Kafka & Flink duplicate messages on restart

Question

First of all, this is very similar to Kafka consuming the latest message again when I rerun the Flink consumer, but it's not the same. The answer to that question does NOT appear to solve my problem. If I missed something in that answer, then please rephrase the answer, as I clearly missed something.

The problem is the exact same, though -- Flink (the kafka connector) re-runs the last 3-9 messages it saw before it was shut down.

My Versions

Flink 1.1.2
Kafka 0.9.0.1
Scala 2.11.7
Java 1.8.0_91

My Code

import java.util.Properties
import org.apache.flink.streaming.api.windowing.time.Time
import org.apache.flink.streaming.api.scala._
import org.apache.flink.streaming.api.CheckpointingMode
import org.apache.flink.streaming.connectors.kafka._
import org.apache.flink.streaming.util.serialization._
import org.apache.flink.runtime.state.filesystem._

object Runner {
  def main(args: Array[String]): Unit = {
    val env = StreamExecutionEnvironment.getExecutionEnvironment
    env.enableCheckpointing(500)
    env.setStateBackend(new FsStateBackend("file:///tmp/checkpoints"))
    env.getCheckpointConfig.setCheckpointingMode(CheckpointingMode.EXACTLY_ONCE)

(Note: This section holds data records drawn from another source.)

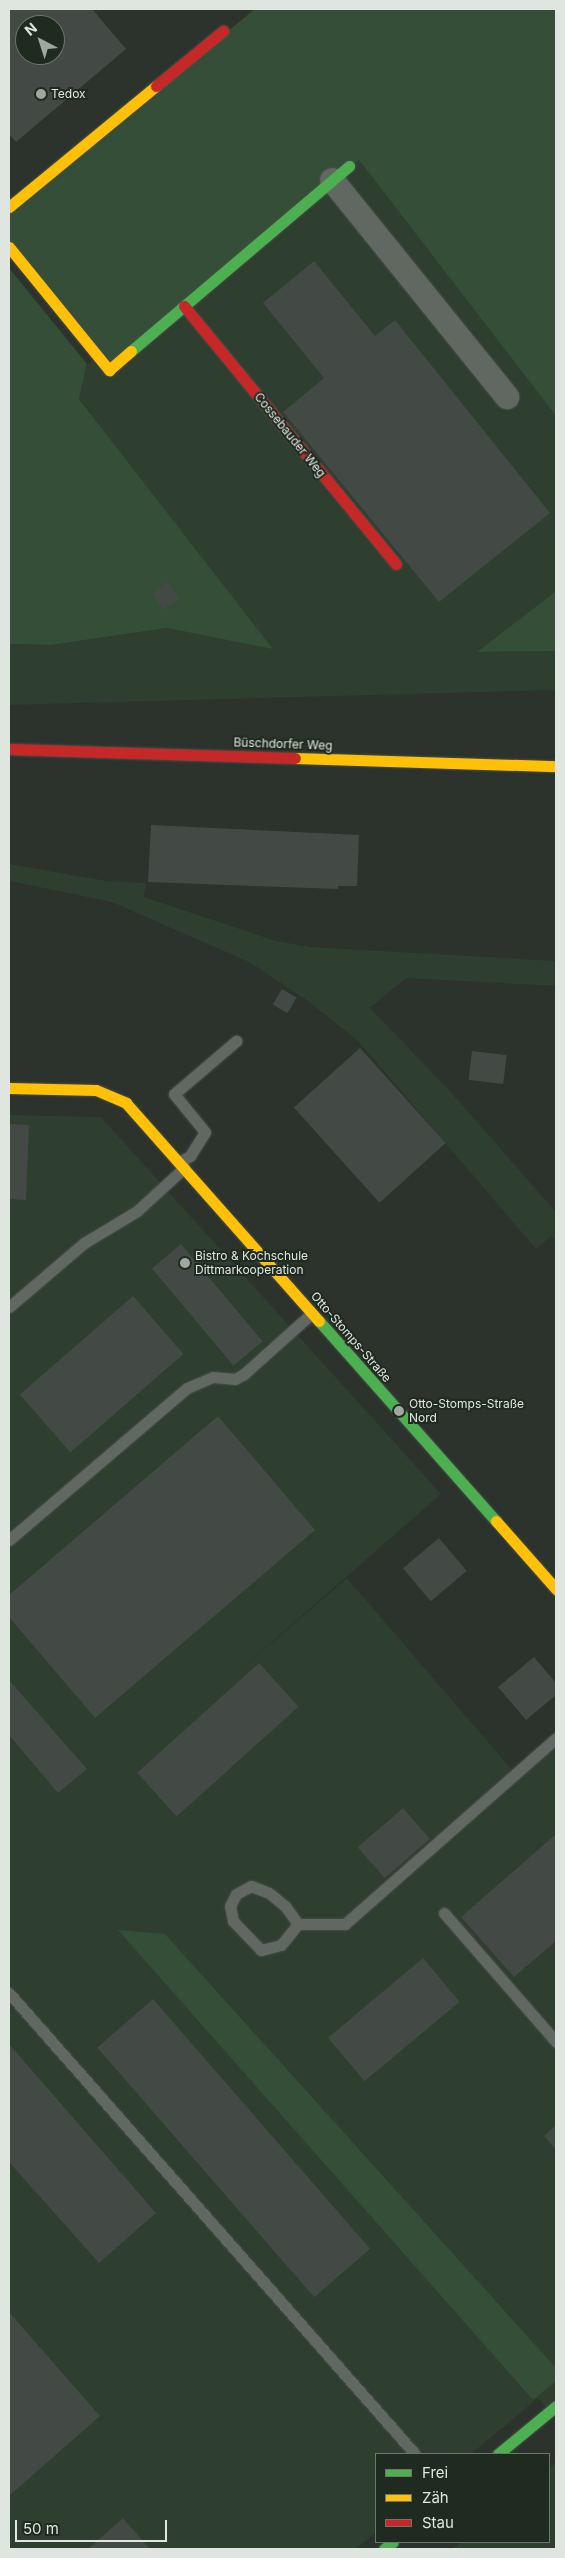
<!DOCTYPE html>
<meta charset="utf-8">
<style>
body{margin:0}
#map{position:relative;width:565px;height:2558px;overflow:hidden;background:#2c322c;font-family:Inter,sans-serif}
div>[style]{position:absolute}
.built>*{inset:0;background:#2e3e2f}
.green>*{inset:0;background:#354e38}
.building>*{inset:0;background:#434944;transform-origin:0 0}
.roads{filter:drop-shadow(0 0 1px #494e49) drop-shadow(0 0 1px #494e49)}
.lane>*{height:11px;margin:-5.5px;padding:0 5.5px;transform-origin:5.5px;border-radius:5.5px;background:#606861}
.street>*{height:24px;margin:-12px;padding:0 12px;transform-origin:12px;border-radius:12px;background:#606861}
.fast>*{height:11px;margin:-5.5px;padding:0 5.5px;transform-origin:5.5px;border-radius:5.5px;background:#4caf50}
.slow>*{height:11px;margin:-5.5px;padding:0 5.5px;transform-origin:5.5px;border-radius:5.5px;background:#ffc107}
.jam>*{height:11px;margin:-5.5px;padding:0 5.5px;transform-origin:5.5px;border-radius:5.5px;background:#c62828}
.dots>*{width:14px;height:14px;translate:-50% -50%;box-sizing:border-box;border:2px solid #1f2b20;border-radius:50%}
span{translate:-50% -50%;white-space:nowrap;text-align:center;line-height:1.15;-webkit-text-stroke:4px #1f2b20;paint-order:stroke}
.poi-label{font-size:12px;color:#dfe6df}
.left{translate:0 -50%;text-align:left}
.street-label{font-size:12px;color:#dfe6df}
.frame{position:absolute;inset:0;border:10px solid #dfe6df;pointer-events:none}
.legend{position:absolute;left:375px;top:2453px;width:175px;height:90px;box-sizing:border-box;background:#1f2b20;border:1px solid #6c766c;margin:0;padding:6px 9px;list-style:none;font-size:15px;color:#dfe6df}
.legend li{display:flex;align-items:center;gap:10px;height:25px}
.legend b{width:25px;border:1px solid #6c766c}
.north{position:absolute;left:15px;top:15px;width:50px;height:50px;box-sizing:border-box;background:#1f2b20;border:1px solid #6c766c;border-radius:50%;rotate:320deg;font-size:14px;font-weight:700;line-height:20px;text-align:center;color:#dfe6df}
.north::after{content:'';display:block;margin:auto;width:18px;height:22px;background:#a0a7a0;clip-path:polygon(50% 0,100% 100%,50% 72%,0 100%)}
.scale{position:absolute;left:15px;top:2520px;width:152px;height:22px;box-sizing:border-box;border:2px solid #dfe6df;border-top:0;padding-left:6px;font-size:15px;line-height:18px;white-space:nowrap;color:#dfe6df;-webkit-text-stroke:4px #1f2b20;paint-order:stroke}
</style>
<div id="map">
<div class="built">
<div style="clip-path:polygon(359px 160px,556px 416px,556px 591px,477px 652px,556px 651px,556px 690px,9px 705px,9px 644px,51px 645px,167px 628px,272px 648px,79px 399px,87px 365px)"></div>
<div style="clip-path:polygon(9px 864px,107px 881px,146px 883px,144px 897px,276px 941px,311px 947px,556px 961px,556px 986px,406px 978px,370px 1008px,449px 1090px,556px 1212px,556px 1241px,551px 1236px,536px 1249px,359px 1042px,308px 1001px,249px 962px,112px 902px,9px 881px)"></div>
<div style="clip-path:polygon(9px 1115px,101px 1117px,441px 1494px,225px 1683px,347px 1578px,512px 1770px,556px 1731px,556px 2419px,538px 2398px,471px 2454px,376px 2454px,376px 2532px,356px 2549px,9px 2549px)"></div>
<div style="clip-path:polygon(556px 2462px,556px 2549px,452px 2549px,461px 2542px,549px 2542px,549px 2469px)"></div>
</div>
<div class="green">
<div style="clip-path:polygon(255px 9px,556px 9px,556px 416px,359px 160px,110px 365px,9px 243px,9px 211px)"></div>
<div style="clip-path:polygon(9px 268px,87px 364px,79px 399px,273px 649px,167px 628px,51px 645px,9px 644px)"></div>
<div style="clip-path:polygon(556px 591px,556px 651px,477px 652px)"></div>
<div style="clip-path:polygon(118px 1930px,165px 1934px,556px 2368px,556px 2381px,533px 2400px)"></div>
</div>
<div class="building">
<div style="clip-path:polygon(evenodd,9px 9px,92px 9px,126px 49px,16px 142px,9px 134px,9px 9px,25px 25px,55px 25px,55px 55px,25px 55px,25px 25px)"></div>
<div style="clip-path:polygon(314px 261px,375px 336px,395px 320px,550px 513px,439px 602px,283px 412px,324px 378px,263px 303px)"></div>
<div style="left:168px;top:582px;width:20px;height:20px;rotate:53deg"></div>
<div style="clip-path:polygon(151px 825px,359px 835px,357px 886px,338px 886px,338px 889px,148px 882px)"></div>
<div style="left:282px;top:989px;width:17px;height:18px;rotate:31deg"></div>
<div style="left:360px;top:1048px;width:128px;height:89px;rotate:48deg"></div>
<div style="left:472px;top:1051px;width:35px;height:29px;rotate:7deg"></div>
<div style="clip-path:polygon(9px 1124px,29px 1125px,26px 1200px,9px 1199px)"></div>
<div style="left:181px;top:1244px;width:127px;height:38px;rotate:50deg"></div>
<div style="left:133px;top:1296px;width:77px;height:150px;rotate:49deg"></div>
<div style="clip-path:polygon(218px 1416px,315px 1530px,95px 1718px,9px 1617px,9px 1595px)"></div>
<div style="left:439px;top:1538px;width:43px;height:47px;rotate:50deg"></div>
<div style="clip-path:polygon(534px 1657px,556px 1683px,556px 1695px,526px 1720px,498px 1687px)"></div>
<div style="left:259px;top:1663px;width:59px;height:164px;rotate:48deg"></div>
<div style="clip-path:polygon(9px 1680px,87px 1769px,58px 1793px,9px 1735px)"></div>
<div style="left:403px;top:1808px;width:41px;height:60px;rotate:49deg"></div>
<div style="clip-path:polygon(556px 1834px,556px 1941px,514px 1977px,461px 1917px)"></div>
<div style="left:423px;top:1958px;width:57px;height:124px;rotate:50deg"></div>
<div style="left:153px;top:1999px;width:331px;height:74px;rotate:49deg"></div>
<div style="clip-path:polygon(9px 2044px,156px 2213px,99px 2263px,9px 2162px)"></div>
<div style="clip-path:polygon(556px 2125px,556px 2150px,544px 2136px)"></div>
<div style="clip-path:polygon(9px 2312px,100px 2416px,9px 2496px)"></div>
<div style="clip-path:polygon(123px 2518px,150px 2549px,88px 2549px)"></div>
</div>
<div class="roads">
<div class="lane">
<div style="left:179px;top:1162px;width:13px;rotate:-29deg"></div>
<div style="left:190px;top:1156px;width:28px;rotate:-58deg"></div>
<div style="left:205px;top:1132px;width:49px;rotate:-129.2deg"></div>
<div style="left:174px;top:1094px;width:82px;rotate:-40.5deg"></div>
<div style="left:9px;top:1307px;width:99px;rotate:-40.5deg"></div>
<div style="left:84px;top:1243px;width:62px;rotate:-31.1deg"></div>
<div style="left:137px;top:1211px;width:64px;rotate:-42.5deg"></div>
<div style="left:9px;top:1540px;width:234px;rotate:-40.5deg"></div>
<div style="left:187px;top:1388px;width:28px;rotate:-23deg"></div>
<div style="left:213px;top:1377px;width:22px;rotate:5deg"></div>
<div style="left:235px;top:1379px;width:10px;rotate:-29deg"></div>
<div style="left:244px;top:1374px;width:91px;rotate:-41.9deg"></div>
<div style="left:444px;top:1913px;width:171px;rotate:49deg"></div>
<div style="left:298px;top:1924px;width:27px;rotate:129deg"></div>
<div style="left:281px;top:1945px;width:21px;rotate:166deg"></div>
<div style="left:261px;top:1950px;width:40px;rotate:-134deg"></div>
<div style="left:233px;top:1921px;width:15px;rotate:-101deg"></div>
<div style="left:230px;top:1906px;width:13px;rotate:-63deg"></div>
<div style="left:236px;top:1894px;width:17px;rotate:-28deg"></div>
<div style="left:251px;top:1886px;width:19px;rotate:21deg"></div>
<div style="left:269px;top:1893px;width:21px;rotate:39deg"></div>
<div style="left:285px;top:1906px;width:22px;rotate:54deg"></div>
<div style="left:298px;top:1924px;width:47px"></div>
<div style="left:345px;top:1924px;width:281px;rotate:-41.4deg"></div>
<div style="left:9px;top:1993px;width:614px;rotate:48.63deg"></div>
</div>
<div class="street">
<div style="left:332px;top:180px;width:279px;rotate:51.1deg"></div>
</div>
<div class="fast">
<div style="left:131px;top:351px;width:286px;rotate:-40.3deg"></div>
<div style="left:319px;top:1321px;width:267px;rotate:48.5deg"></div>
<div style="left:498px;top:2454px;width:75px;rotate:-39.6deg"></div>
<div style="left:384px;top:2549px;width:11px;rotate:-38deg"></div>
</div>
<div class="slow">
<div style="left:9px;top:207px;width:190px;rotate:-39.5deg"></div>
<div style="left:9px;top:247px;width:159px;rotate:50.9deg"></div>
<div style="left:109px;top:370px;width:29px;rotate:-41deg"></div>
<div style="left:295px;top:758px;width:261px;rotate:1.8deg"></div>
<div style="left:9px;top:1088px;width:87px;rotate:1.3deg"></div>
<div style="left:96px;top:1090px;width:33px;rotate:23deg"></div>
<div style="left:126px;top:1103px;width:291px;rotate:48.5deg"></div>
<div style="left:496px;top:1521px;width:91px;rotate:48.6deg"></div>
</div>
<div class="jam">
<div style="left:156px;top:86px;width:87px;rotate:-39.4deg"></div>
<div style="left:184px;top:306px;width:334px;rotate:50.6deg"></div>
<div style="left:9px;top:749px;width:286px;rotate:1.8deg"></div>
</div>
</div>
<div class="dots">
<div style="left:41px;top:94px;background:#a0a7a0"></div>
<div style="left:185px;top:1263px;background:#a0a7a0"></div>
<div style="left:399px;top:1411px;background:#a0a7a0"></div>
</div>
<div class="poi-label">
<span class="left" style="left:51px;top:94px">Tedox</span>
<span class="left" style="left:195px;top:1263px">Bistro &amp; Kochschule<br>Dittmarkooperation</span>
<span class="left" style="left:409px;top:1411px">Otto-Stomps-Straße<br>Nord</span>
</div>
<div class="street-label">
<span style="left:290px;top:435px;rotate:51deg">Cossebauder Weg</span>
<span style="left:283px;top:744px;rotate:2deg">Büschdorfer Weg</span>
<span style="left:351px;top:1337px;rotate:49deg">Otto-Stomps-Straße</span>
</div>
<div class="frame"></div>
<ul class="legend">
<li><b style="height:6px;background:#4caf50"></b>Frei</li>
<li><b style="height:6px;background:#ffc107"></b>Zäh</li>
<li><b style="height:6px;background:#c62828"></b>Stau</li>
</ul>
<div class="north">N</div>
<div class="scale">50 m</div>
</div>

    val properties = new Properties()
    properties.setProperty("bootstrap.servers", "localhost:9092");
    properties.setProperty("group.id", "testing");

    val kafkaConsumer = new FlinkKafkaConsumer09[String]("testing-in", new SimpleStringSchema(), properties)
    val kafkaProducer = new FlinkKafkaProducer09[String]("localhost:9092", "testing-out", new SimpleStringSchema())
    env.addSource(kafkaConsumer)
      .addSink(kafkaProducer)

    env.execute()
  }
}

My SBT Dependencies

libraryDependencies ++= Seq(
    "org.apache.flink" %% "flink-scala" % "1.1.2",
    "org.apache.flink" %% "flink-streaming-scala" % "1.1.2",
    "org.apache.flink" %% "flink-clients" % "1.1.2",
    "org.apache.flink" %% "flink-connector-kafka-0.9" % "1.1.2",
    "org.apache.flink" %% "flink-connector-filesystem" % "1.1.2"
)

My Process

(3 terminals)

TERM-1 start sbt, run program
TERM-2 create kafka topics testing-in and testing-out
TERM-2 run kafka-console-producer on testing-in topic
TERM-3 run kafka-console-consumer on testing-out topic
TERM-2 send data to kafka producer.
Wait for a couple seconds (buffers need to flush)
TERM-3 watch data appear in testing-out topic
Wait for at least 500 milliseconds for checkpointing to happen
TERM-1 stop sbt
TERM-1 run sbt
TERM-3 watch last few lines of data appear in testing-out topic

My Expectations

When there are no errors in the system, I expect to be able to turn flink on and off without reprocessing messages that successfully completed the stream in a prior run.

My Attempts to Fix

I've added the call to setStateBackend, thinking that perhaps the default memory backend just didn't remember correctly. That didn't seem to help.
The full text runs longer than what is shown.